A Jewish guy from San Jose prayed each day to win the California lottery. “God,” he’d say, “please let me win the lottery. Please, please, please let me win the lottery.” After about 10 years of praying, to no avail, he was getting exasperated.

Finally he said, “God, why haven’t I won the lottery? I’ve prayed every day for 10 years and I haven’t won the lottery.”

“Joe,” a voice boomed, “at least meet me halfway and purchase a lottery ticket.”


An archaeologist was digging in the Negev in Israel and came upon a casket containing a mummy. After examining it, he called the curator of a prestigious natural history museum.

“I’ve just discovered a 3,000-year-old mummy of a man who died of heart failure!” the excited scientist exclaimed.

To which the curator replied, “Bring him in. We’ll check it out.”

A week later, the amazed curator called the archaeologist. “You were right about the mummy’s age and cause of death. How in the world did you know?”

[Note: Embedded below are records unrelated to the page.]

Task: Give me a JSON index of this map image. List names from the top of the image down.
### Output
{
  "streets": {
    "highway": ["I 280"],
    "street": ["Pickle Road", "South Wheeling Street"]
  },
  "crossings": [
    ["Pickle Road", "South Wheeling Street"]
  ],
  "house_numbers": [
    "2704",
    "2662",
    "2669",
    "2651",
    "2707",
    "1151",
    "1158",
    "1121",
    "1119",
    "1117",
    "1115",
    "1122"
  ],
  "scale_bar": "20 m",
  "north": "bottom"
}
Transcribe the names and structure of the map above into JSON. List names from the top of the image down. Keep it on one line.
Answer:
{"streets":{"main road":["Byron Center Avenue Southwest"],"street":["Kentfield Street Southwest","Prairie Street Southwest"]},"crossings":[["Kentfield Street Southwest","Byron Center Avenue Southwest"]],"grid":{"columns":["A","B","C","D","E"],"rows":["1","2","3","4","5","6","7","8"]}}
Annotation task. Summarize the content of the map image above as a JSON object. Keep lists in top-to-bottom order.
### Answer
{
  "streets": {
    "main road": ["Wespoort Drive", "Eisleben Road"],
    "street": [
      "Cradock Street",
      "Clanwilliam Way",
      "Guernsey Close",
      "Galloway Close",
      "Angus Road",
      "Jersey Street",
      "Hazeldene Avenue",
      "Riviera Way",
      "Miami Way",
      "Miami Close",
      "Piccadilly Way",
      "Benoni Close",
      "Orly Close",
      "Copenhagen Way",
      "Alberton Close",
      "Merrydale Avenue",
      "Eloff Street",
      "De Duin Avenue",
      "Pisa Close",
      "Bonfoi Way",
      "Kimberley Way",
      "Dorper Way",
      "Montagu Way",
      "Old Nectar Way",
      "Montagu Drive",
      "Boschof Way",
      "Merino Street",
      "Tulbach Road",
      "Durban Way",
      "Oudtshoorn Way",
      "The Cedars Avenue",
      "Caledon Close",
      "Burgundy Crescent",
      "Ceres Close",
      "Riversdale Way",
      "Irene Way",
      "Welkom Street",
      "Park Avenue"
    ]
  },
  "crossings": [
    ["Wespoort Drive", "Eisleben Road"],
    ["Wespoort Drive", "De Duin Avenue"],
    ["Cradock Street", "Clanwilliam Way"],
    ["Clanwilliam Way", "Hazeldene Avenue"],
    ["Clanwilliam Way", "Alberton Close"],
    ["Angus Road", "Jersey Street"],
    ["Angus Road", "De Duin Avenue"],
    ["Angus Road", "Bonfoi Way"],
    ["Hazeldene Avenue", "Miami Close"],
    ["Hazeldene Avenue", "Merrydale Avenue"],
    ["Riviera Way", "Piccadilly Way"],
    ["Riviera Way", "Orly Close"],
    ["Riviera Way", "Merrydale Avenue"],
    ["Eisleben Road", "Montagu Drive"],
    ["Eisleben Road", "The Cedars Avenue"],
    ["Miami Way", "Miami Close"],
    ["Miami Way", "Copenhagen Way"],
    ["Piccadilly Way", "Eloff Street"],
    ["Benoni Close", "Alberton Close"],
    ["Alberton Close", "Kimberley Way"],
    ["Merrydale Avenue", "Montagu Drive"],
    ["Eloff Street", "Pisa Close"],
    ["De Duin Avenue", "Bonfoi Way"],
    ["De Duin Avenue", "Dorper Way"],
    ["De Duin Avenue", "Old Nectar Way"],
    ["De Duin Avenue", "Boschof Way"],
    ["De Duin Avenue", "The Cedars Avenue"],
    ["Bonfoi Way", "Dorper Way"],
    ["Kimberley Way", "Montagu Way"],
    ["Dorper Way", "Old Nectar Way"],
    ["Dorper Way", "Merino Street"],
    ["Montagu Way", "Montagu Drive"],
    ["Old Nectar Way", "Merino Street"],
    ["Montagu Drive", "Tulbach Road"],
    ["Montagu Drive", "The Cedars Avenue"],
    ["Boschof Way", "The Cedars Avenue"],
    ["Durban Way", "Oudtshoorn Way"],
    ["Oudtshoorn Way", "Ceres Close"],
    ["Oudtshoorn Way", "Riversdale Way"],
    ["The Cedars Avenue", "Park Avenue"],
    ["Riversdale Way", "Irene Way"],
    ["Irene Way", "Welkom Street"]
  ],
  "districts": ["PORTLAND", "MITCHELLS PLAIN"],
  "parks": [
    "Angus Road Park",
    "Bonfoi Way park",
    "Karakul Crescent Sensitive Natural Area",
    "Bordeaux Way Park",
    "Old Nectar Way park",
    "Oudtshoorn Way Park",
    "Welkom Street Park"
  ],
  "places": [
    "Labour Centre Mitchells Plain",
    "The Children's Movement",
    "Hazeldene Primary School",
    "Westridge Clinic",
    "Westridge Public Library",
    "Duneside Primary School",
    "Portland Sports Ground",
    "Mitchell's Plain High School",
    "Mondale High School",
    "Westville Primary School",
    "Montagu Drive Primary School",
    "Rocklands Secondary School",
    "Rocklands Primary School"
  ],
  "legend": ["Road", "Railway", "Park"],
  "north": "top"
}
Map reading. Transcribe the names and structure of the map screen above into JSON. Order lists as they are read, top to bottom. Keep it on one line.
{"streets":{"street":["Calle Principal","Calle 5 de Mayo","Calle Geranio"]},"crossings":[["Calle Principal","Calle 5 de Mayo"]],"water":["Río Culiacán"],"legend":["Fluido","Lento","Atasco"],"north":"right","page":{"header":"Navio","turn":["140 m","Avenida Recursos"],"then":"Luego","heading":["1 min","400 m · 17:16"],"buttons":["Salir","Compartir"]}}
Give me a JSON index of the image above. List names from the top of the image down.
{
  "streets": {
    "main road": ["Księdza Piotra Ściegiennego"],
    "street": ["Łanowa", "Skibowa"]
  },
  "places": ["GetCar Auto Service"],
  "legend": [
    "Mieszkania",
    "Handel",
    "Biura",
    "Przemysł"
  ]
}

“Easy. There was a piece of paper in his hand that said, ‘10,000 shekels on Goliath.'”

Election Day

The first Jewish president is elected. He calls his mother: “Mama, I’ve won the election; you’ve got to come to the swearing-in ceremony.”

“I don’t know, what would I wear?”

“Don’t worry, I’ll send you a dressmaker.”

“But I only eat kosher food.”

“Mama, I am going to be the president, I can get you kosher food.”

“But how will I get there?”

“I’ll send a limo — just come, Mama.”

“OK, OK, if it makes you happy.”

The great day comes and the president’s mother is seated between the Supreme Court justices and the future Cabinet members. She nudges the gentleman on her right. “You see that boy, the one with his hand on the Bible?

“His brother’s a doctor!”

Jewish Answer

A non-Jew asked Reb Moshe: “Why do Jews always answer with a question?”

Reb Moshe: “Why not?”

A little riddle

Q: What do you call steaks ordered by 10 Jews?

A: Filet minyan.

These jokes have been e-mailed to us by friends and associates who, for the most part, have downloaded them. We therefore cannot verify the authorship.